Despite the fact that lactate concentration is a good indicator of severeness of disease in intensive care patients, its prognostic value after cardiac surgery has not been proved. Moderate hyperlactatemia is generally considered to be benign [14,19]. Shemi, et al.  suggested that, serum lactate levels that are higher than 6 mmol/ L might be a useful indicator for mortality and required a thorough evaluation to find the cause of the problem and sustain survival. In our study, lactate levels that are higher than 3 mmol/ L in intensive care unit are considered to be an indicator for poor prognosis. These patients showed more hemodynamic instability, neurological complications, pneumonia and severe arrhythmias in follow-up period.

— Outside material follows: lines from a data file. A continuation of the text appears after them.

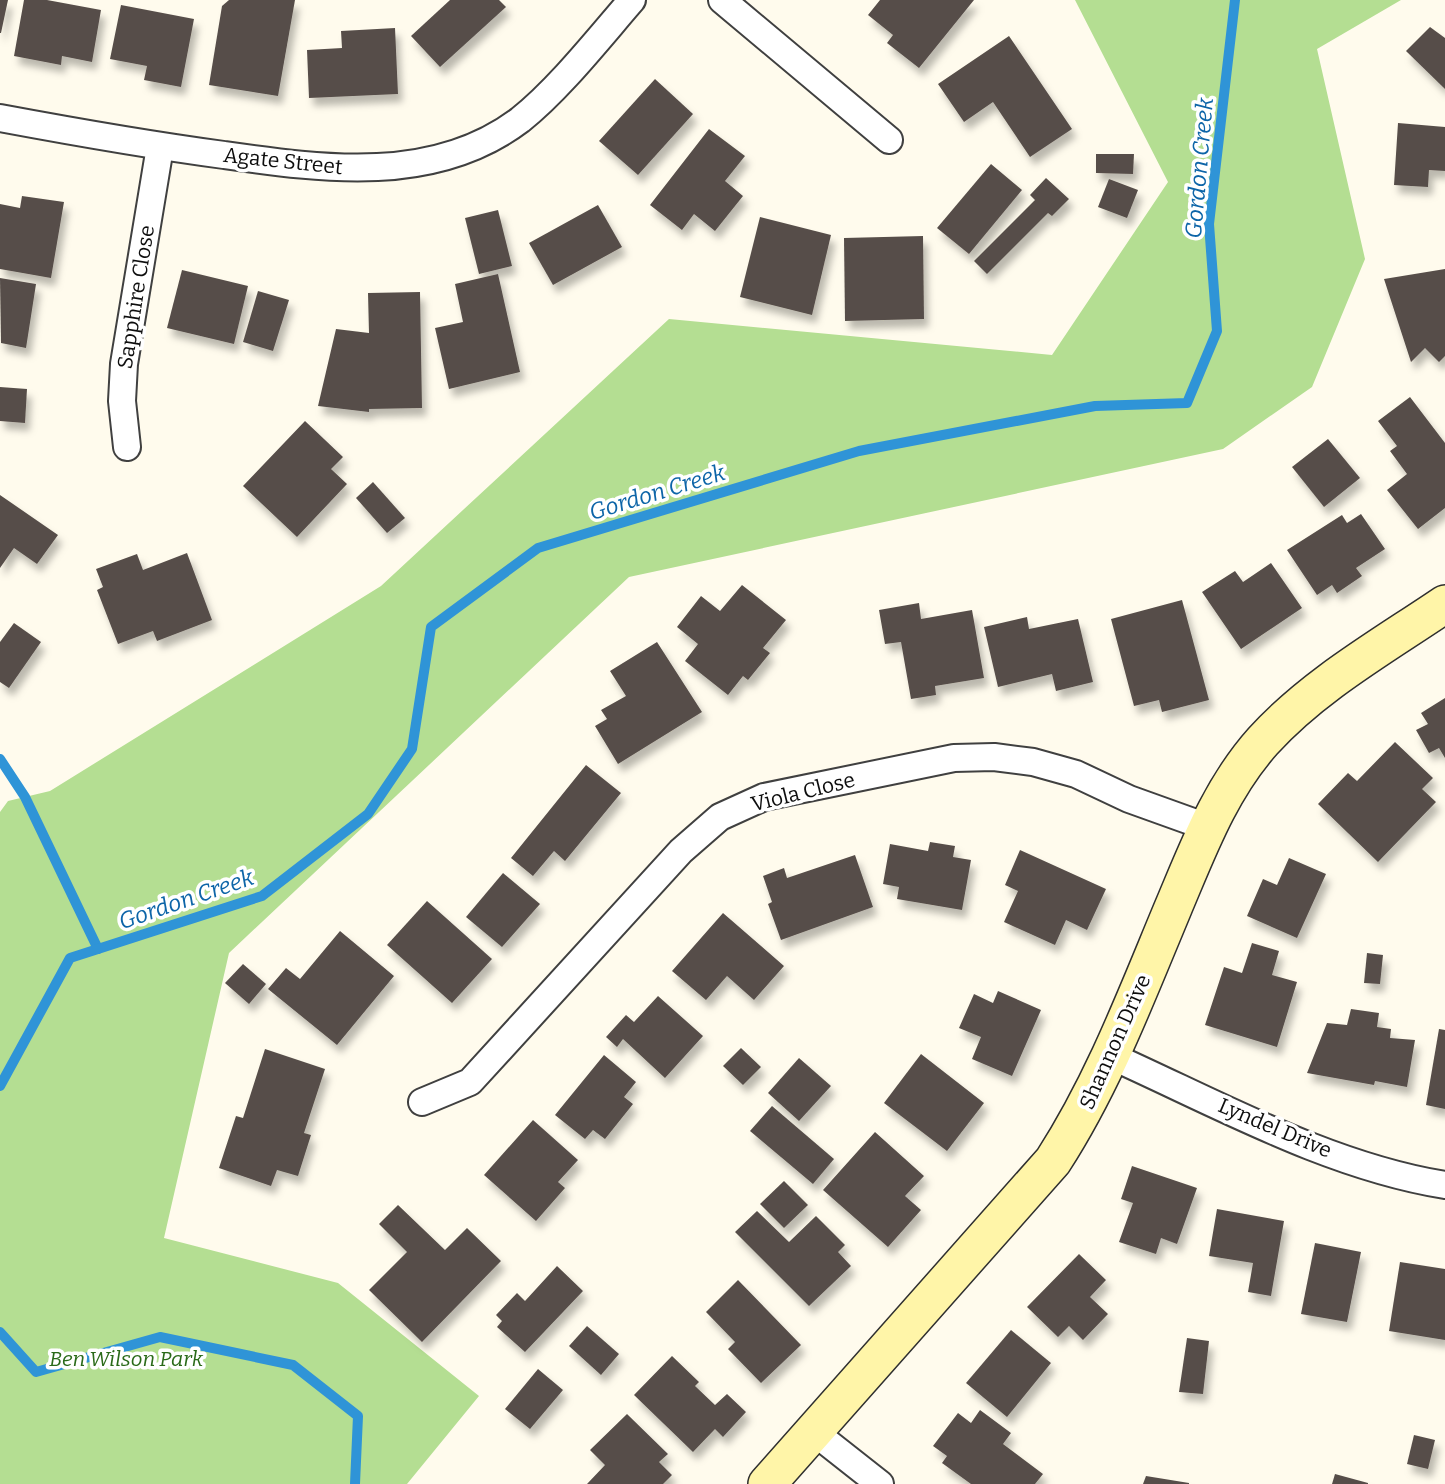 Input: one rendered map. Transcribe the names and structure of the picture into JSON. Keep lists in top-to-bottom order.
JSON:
{
  "streets": {
    "street": [
      "Agate Street",
      "Sapphire Close",
      "Viola Close",
      "Shannon Drive",
      "Lyndel Drive"
    ]
  },
  "crossings": [
    ["Agate Street", "Sapphire Close"],
    ["Viola Close", "Shannon Drive"],
    ["Shannon Drive", "Lyndel Drive"]
  ],
  "water": ["Gordon Creek"],
  "parks": ["Ben Wilson Park"]
} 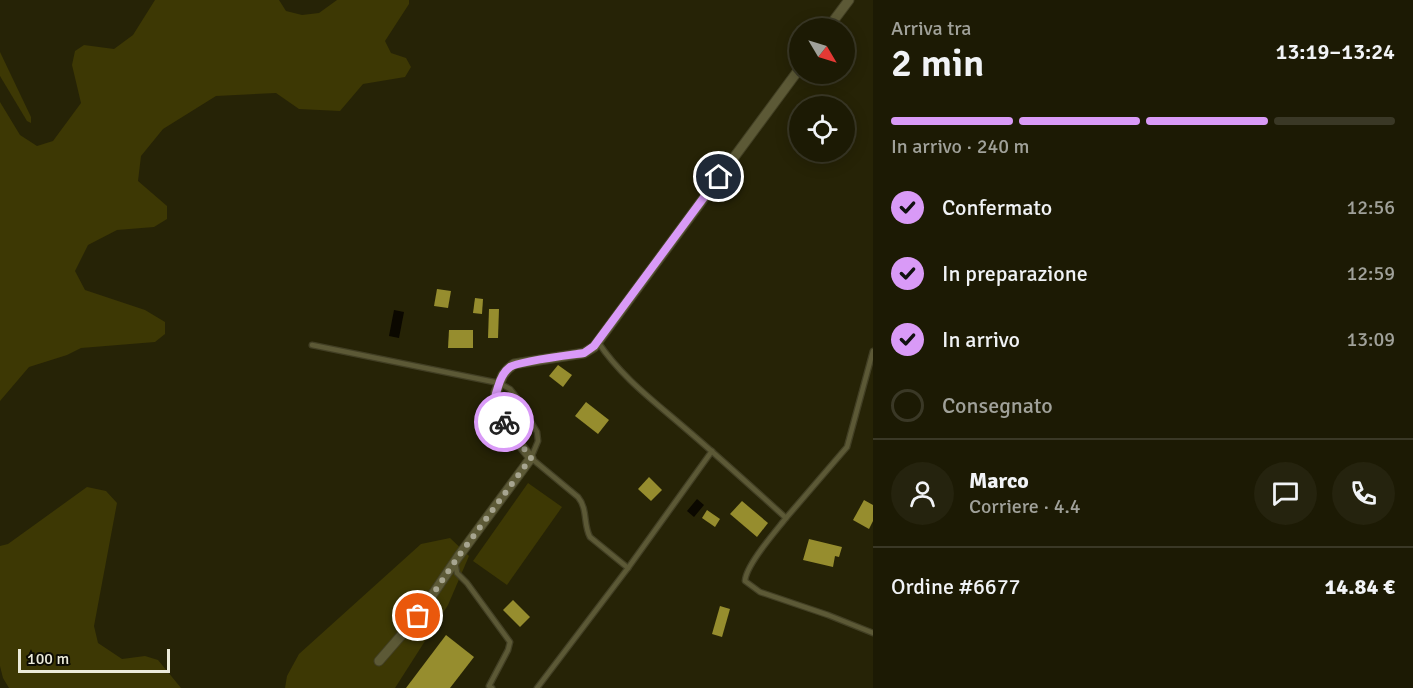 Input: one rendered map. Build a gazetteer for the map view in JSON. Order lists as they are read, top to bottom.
{
  "scale_bar": "100 m",
  "north": "bottom right",
  "page": {
    "heading": ["2 min", "Arriva tra", "13:19–13:24"],
    "panel": [
      "Marco",
      "Corriere · 4.4",
      "Ordine #6677",
      "14.84 €"
    ],
    "bar": "In arrivo · 240 m",
    "list": [
      ["Confermato", "12:56"],
      ["In preparazione", "12:59"],
      ["In arrivo", "13:09"],
      "Consegnato"
    ],
    "scale": "100 m"
  }
} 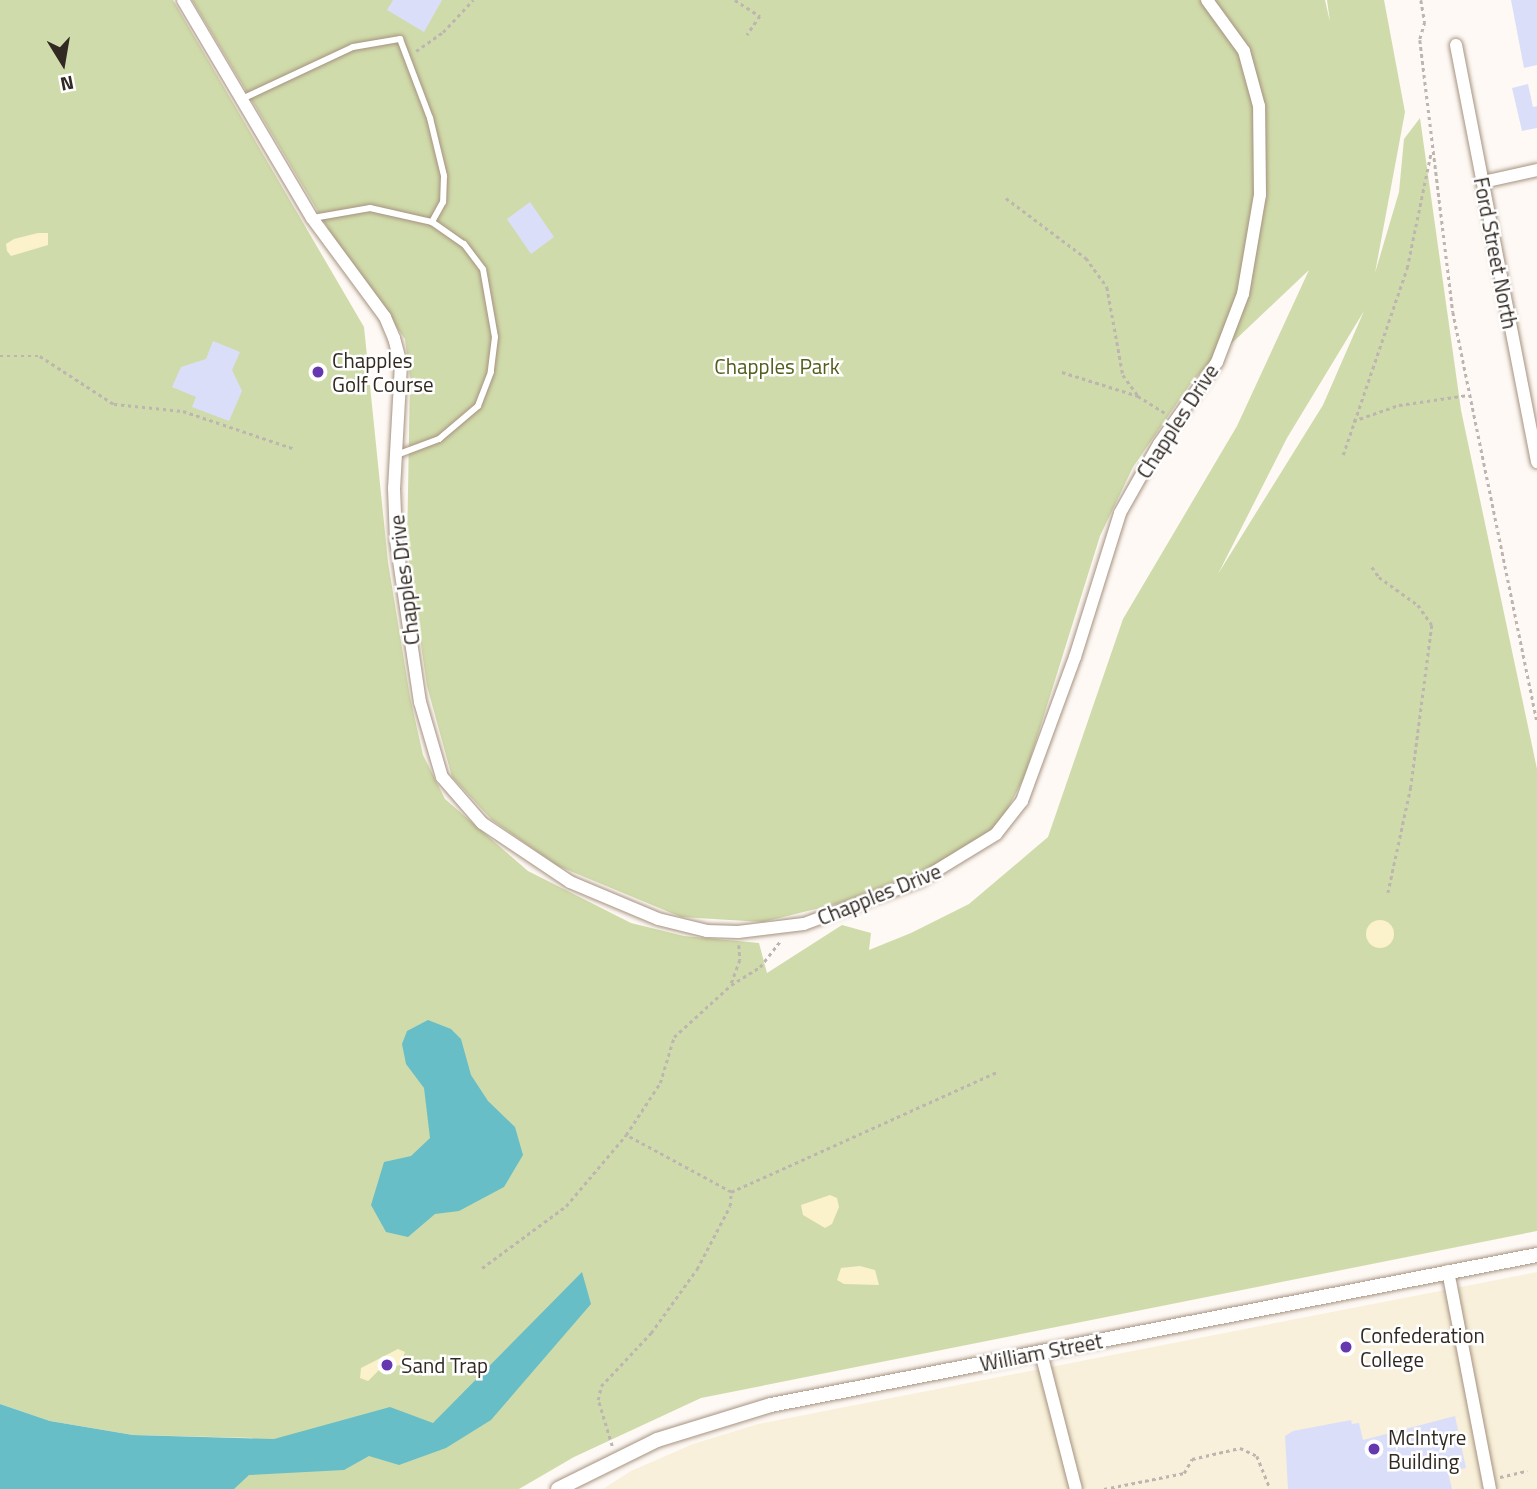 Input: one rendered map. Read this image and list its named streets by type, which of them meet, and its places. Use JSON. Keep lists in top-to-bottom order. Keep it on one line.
{"streets":{"street":["Ford Street North","Chapples Drive","William Street"]},"parks":["Chapples Park"],"places":["Chapples Golf Course","Confederation College","Sand Trap","McIntyre Building"],"north":"bottom"} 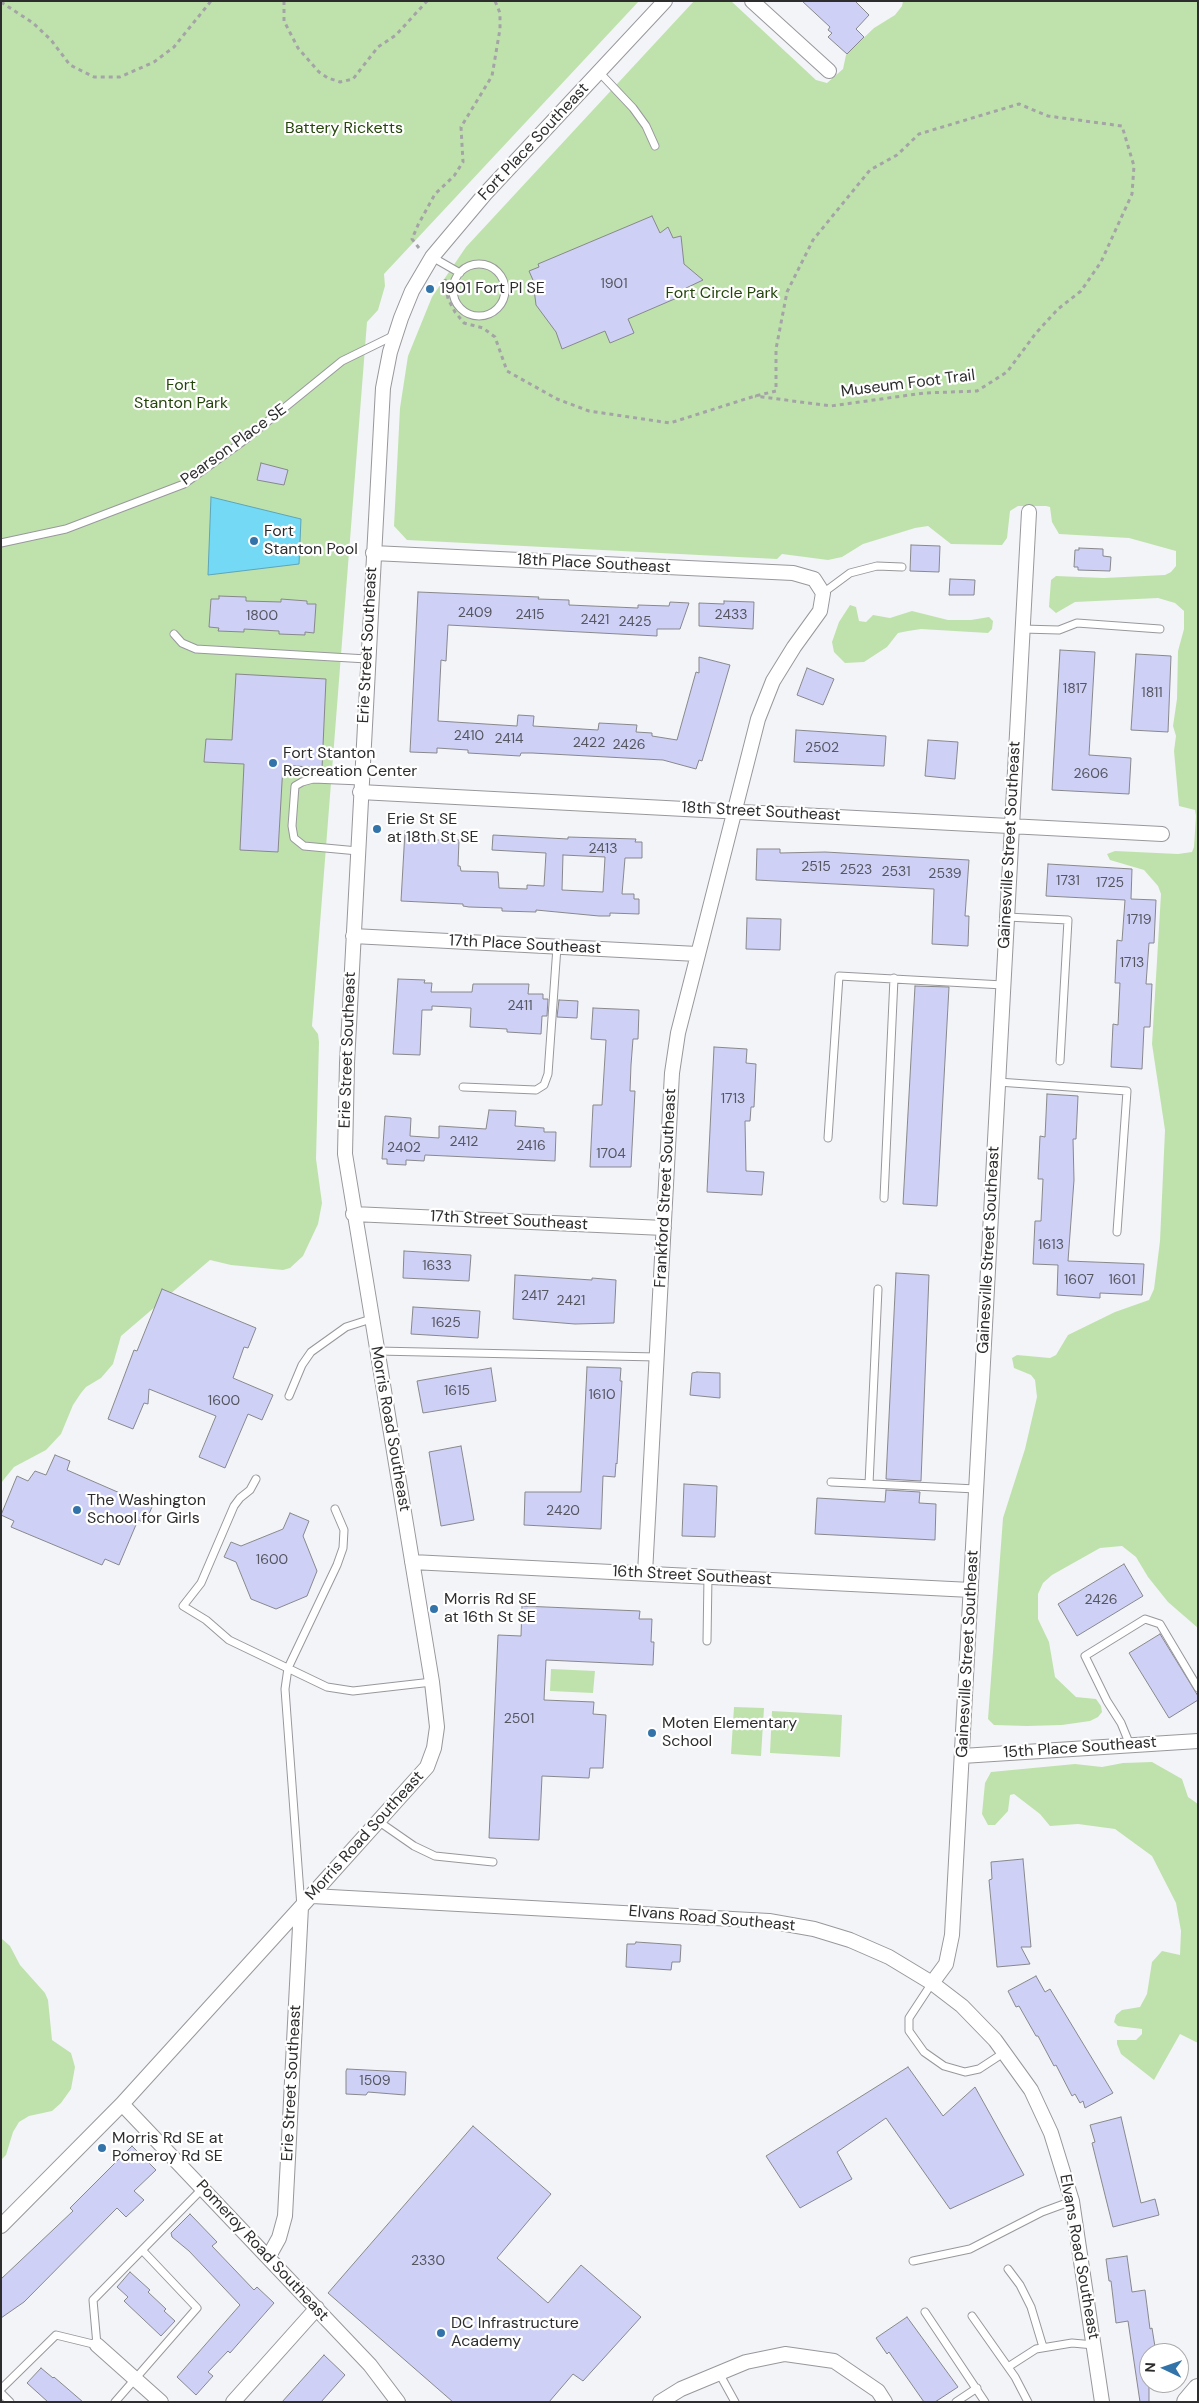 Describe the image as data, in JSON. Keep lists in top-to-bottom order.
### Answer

Moreover, these patients were extubated far more lately and hospitalized in clinic and intensive care unit for longer periods.
Limitations of the study
There were several limitations in the interpretation of the results of our study. The major limitations of this study were evaluated data were limited, lack of the mid and long-term outcomes of patients, irregular distribution of patients between groups and relatively small number of patients in the study groups. A larger sample could have increased the statistical power of our research.
It was demonstrated that assessing the serum lactate levels in postoperative period is easy, inexpensive and clinically very useful. It is very important to sustain hemodynamic stabilization, to keep the mean arterial pressure above 60 mmHg and to avoid severe hypothermia and hemodilution during CPB for preventing hyperlactatemia, which is an indicator for poor prognosis. Protecting heart during CPB well until finishing CPB may be easier, in this way, prolonged cross clamp and bypass durations could be prevented. Postoperative hyperglycemia must be managed well. Follow-up with serial lactate levels may allow defining the patients with high risk of mortality and morbidity, thus taking necessary precautions.